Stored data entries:
• • • •

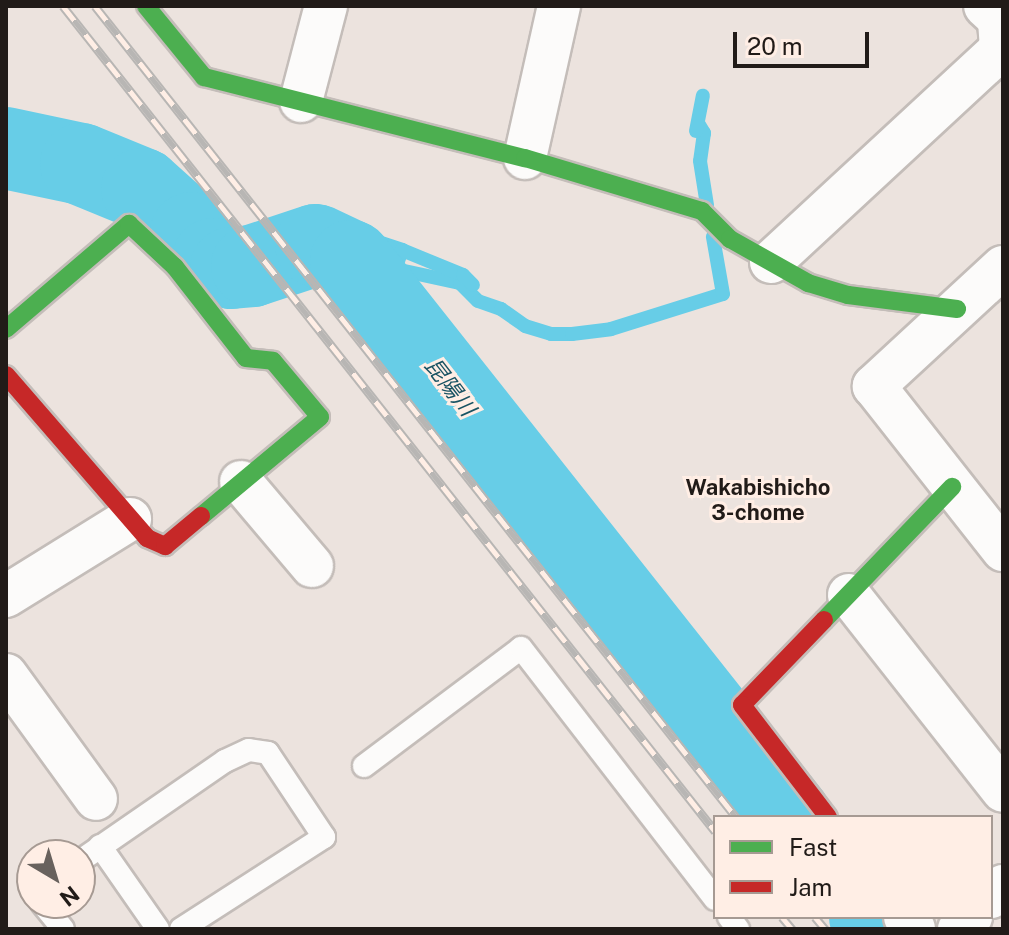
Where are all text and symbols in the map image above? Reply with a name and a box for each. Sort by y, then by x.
scale bar [737,16,873,66]
text: 20 m [747,32,803,60]
water label: 昆陽川 [419,353,481,421]
district label: Wakabishicho 3-chome [686,474,830,526]
legend [713,815,993,919]
text: Fast [789,833,837,861]
north arrow [16,839,96,919]
text: Jam [789,873,832,901]
text: N [55,881,84,912]

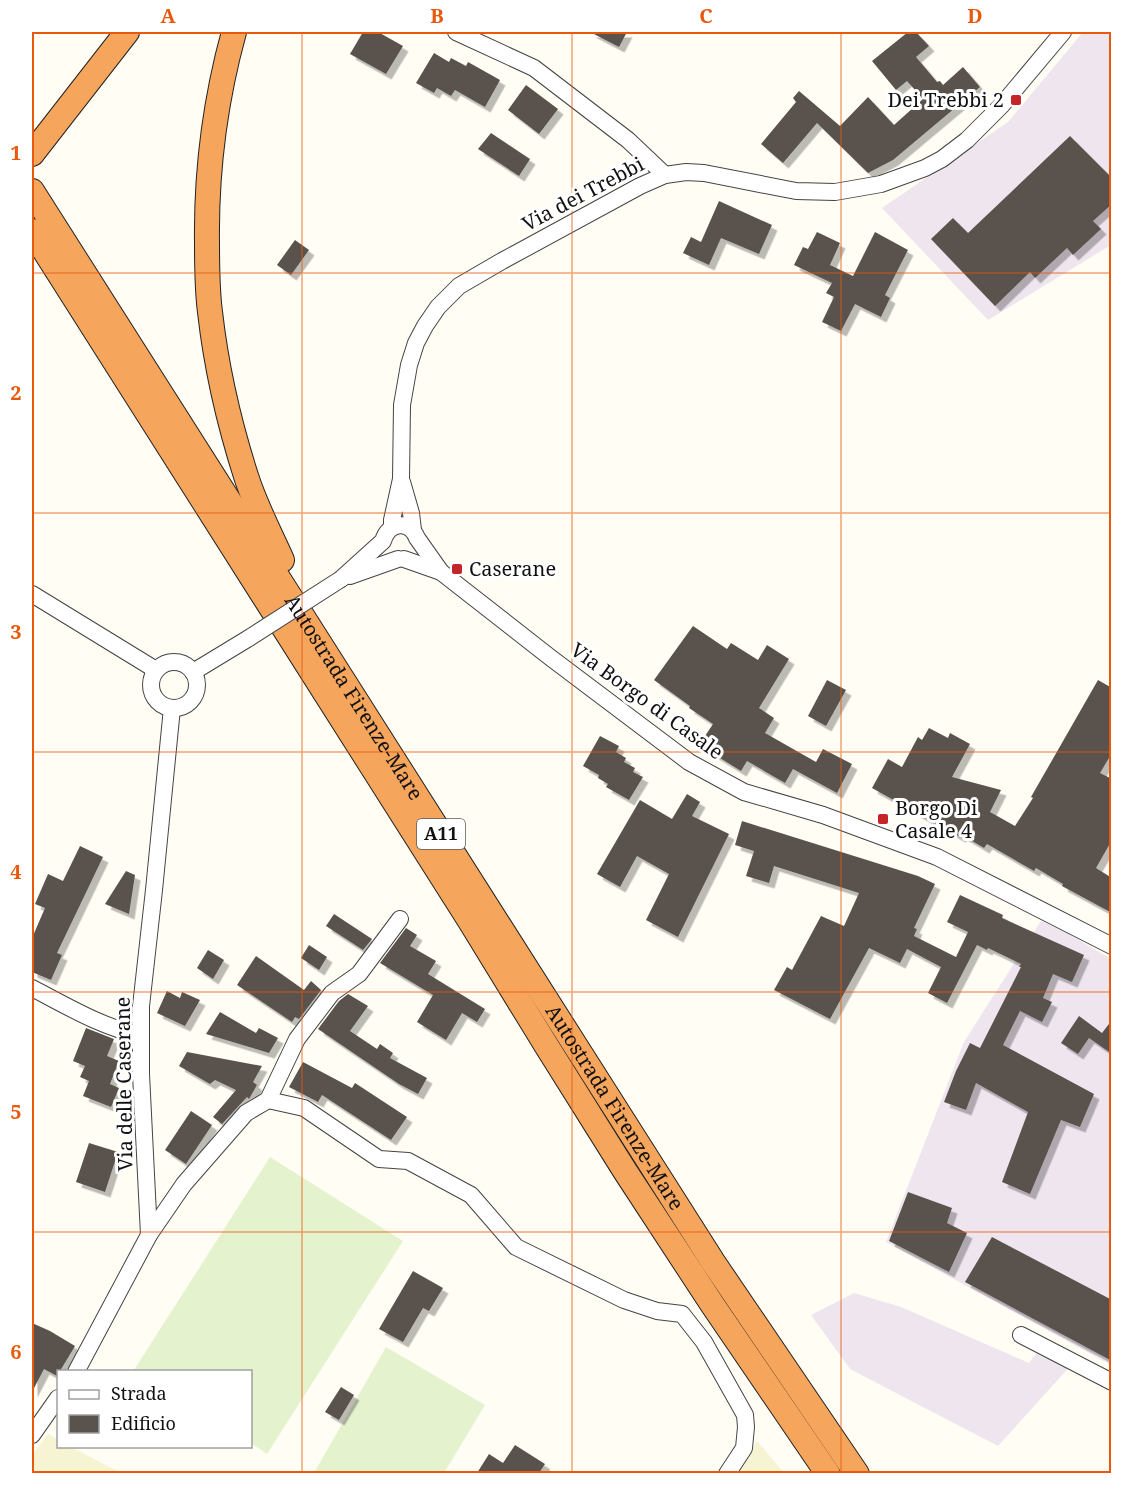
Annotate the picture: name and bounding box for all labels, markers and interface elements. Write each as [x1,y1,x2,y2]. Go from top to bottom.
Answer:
text: A [160,2,176,29]
text: B [430,2,444,29]
text: C [699,2,713,29]
text: D [967,2,983,29]
place label: Dei Trebbi 2 [887,86,1004,113]
marker: Dei Trebbi 2 [1009,93,1023,107]
text: 1 [10,139,22,166]
street label: Via dei Trebbi [517,150,649,237]
text: 2 [10,379,22,406]
place label: Caserane [469,555,556,582]
marker: Caserane [450,562,464,576]
street label: Autostrada Firenze-Mare [279,589,430,805]
text: 3 [10,618,22,645]
street label: Via Borgo di Casale [566,636,729,765]
place label: Borgo Di Casale 4 [895,794,978,844]
marker: Borgo Di Casale 4 [876,812,890,826]
road number: A11 [417,819,465,849]
text: 4 [10,858,22,885]
street label: Via delle Caserane [108,996,139,1172]
street label: Autostrada Firenze-Mare [540,999,691,1215]
text: 5 [10,1098,22,1125]
text: 6 [10,1338,22,1365]
legend [57,1370,252,1448]
text: Strada [111,1381,167,1405]
text: Edificio [111,1411,176,1435]

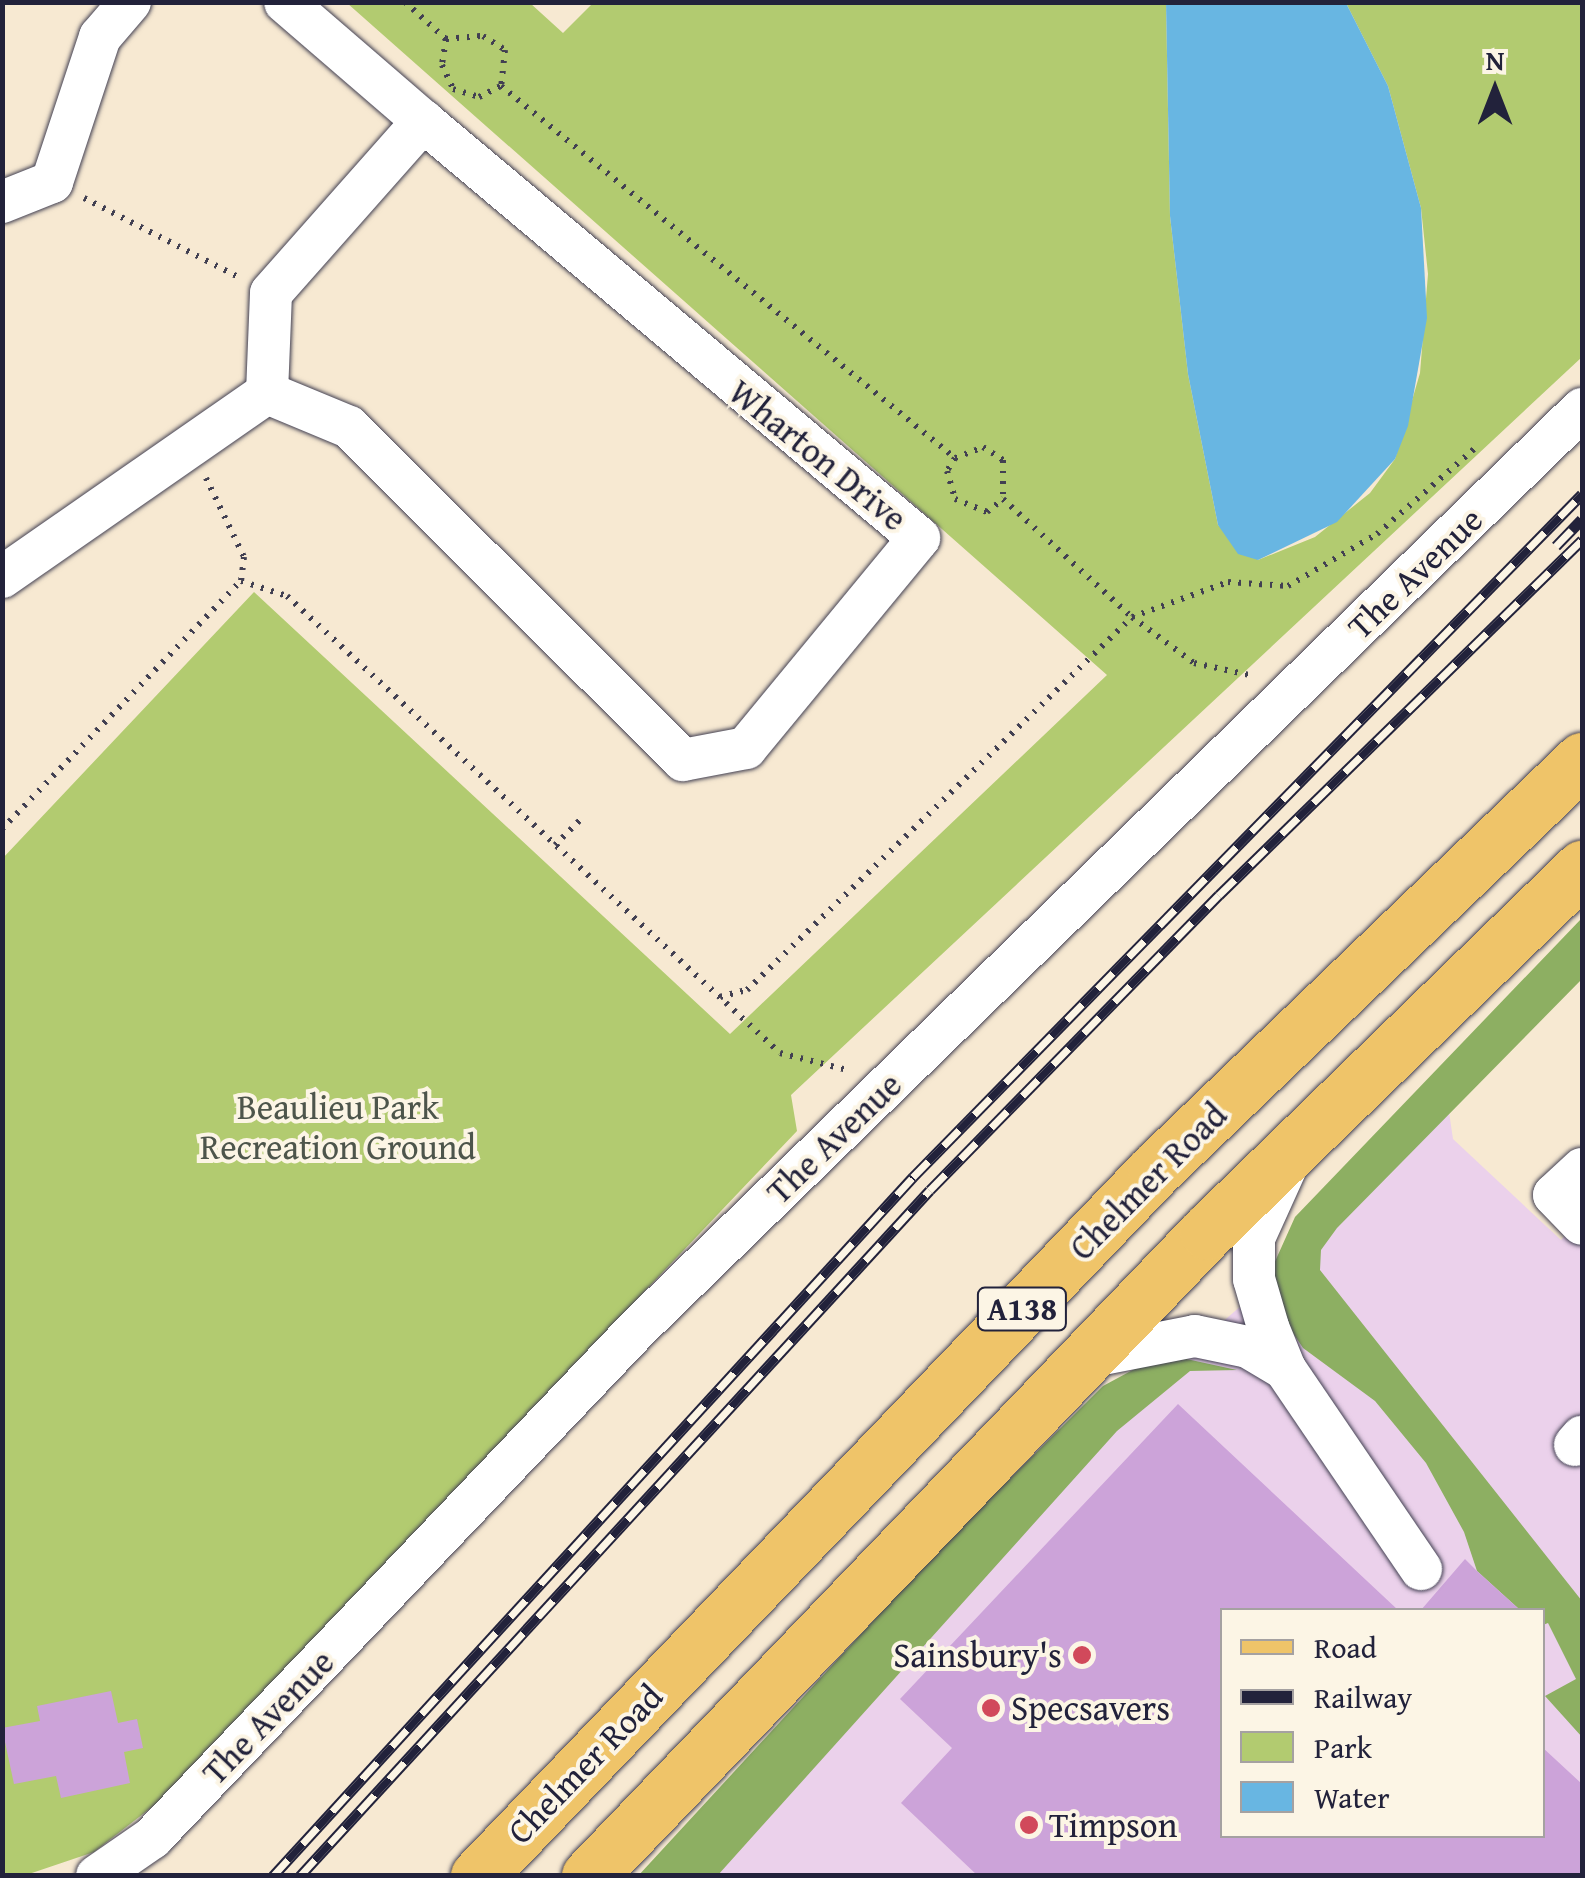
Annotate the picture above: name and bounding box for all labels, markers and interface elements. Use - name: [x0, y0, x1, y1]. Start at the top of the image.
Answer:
- text: N: [1486, 39, 1504, 80]
- north arrow: [1445, 40, 1545, 140]
- street label: Wharton Drive: [721, 371, 915, 539]
- street label: The Avenue: [1339, 499, 1491, 647]
- street label: The Avenue: [758, 1064, 910, 1212]
- park label: Beaulieu Park Recreation Ground: [200, 1086, 476, 1168]
- street label: Chelmer Road: [1061, 1094, 1235, 1268]
- road number: A138: [974, 1282, 1070, 1336]
- legend: [1220, 1608, 1545, 1838]
- text: Road: [1314, 1625, 1377, 1669]
- place label: Sainsbury's: [893, 1634, 1062, 1676]
- street label: The Avenue: [194, 1641, 342, 1793]
- marker: Sainsbury's: [1071, 1644, 1093, 1666]
- text: Railway: [1314, 1675, 1412, 1719]
- street label: Chelmer Road: [499, 1676, 671, 1852]
- place label: Specsavers: [1011, 1687, 1170, 1729]
- marker: Specsavers: [980, 1697, 1002, 1719]
- text: Park: [1314, 1725, 1372, 1769]
- text: Water: [1314, 1775, 1390, 1819]
- place label: Timpson: [1049, 1804, 1177, 1846]
- marker: Timpson: [1018, 1814, 1040, 1836]

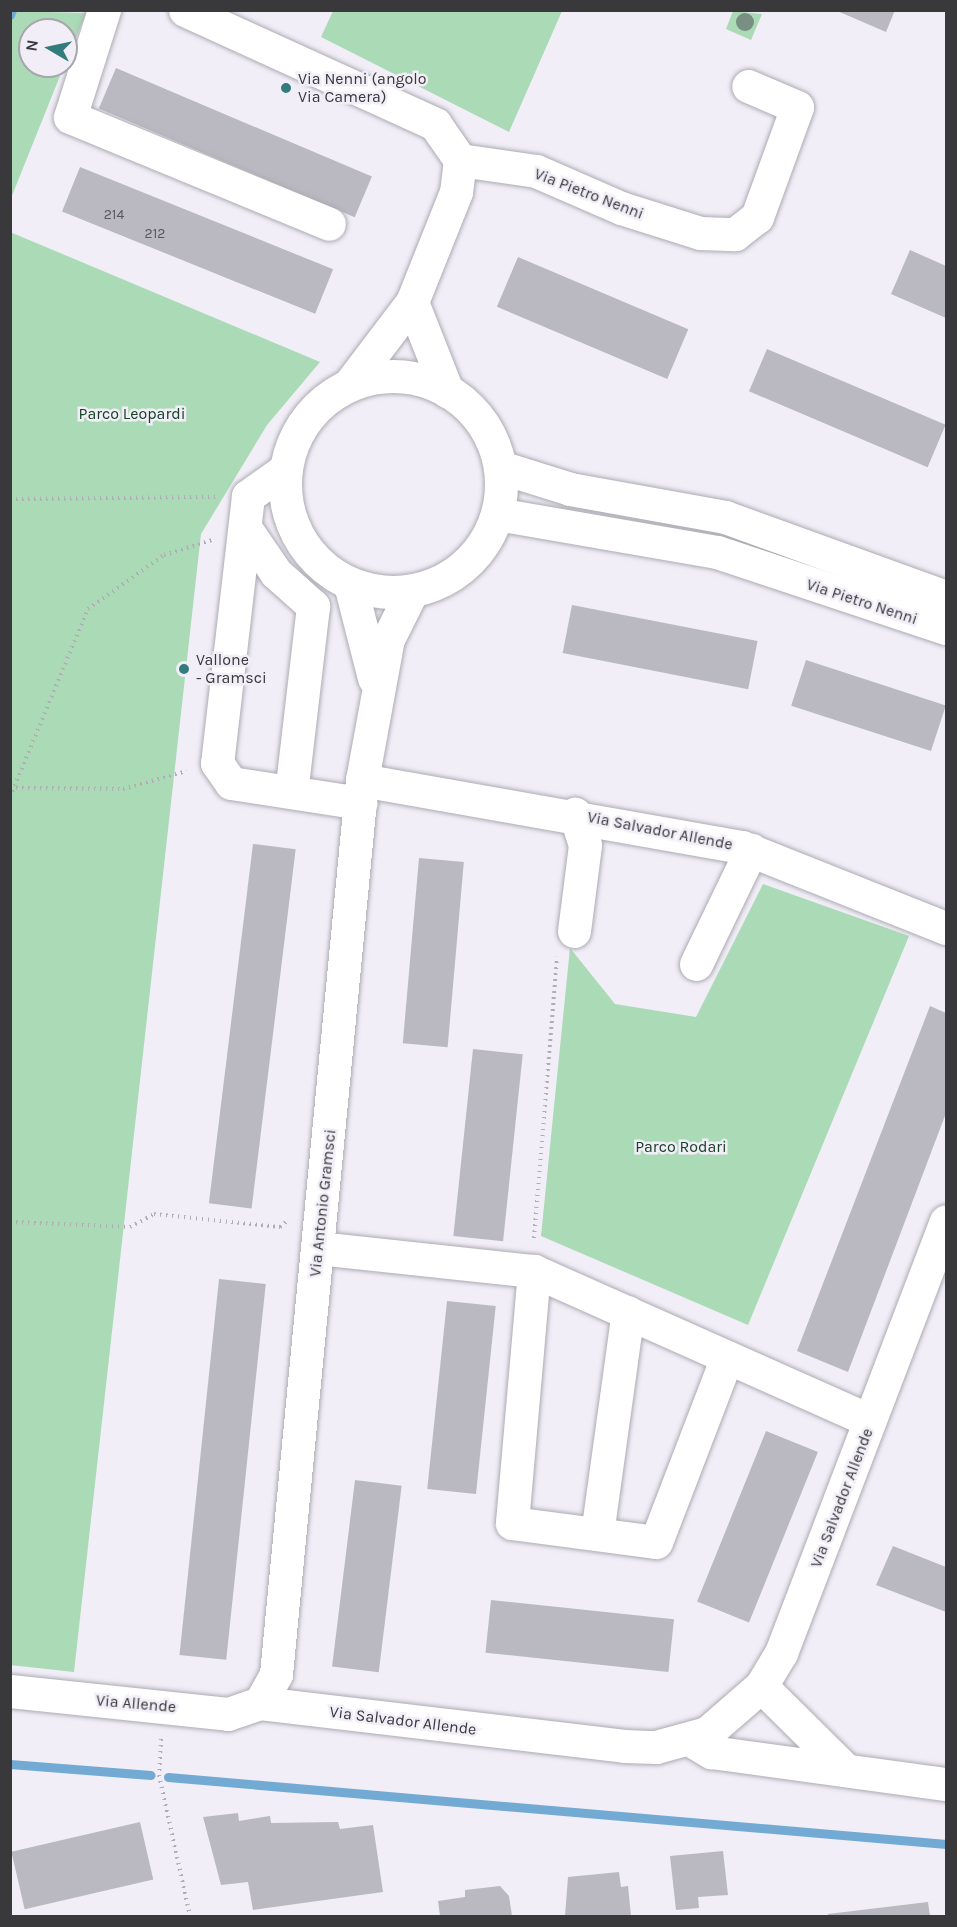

• • • •

Assignment: Repeat word for word the lines above, from the first entry through the line containing "Annotate the picture: name", with both ends kept and the pictures dropped.

Result for this task:
Where are all text and symbols in the map image above? Reply with a name and a box for each. Sort by y, then by x.
scale bar [737,16,873,66]
text: 20 m [747,32,803,60]
water label: 昆陽川 [419,353,481,421]
district label: Wakabishicho 3-chome [686,474,830,526]
legend [713,815,993,919]
text: Fast [789,833,837,861]
north arrow [16,839,96,919]
text: Jam [789,873,832,901]
text: N [55,881,84,912]

Annotate the picture: name and bounding box for all labels, markers and interface elements. Write each as [x1,y1,x2,y2]. Go from top to bottom.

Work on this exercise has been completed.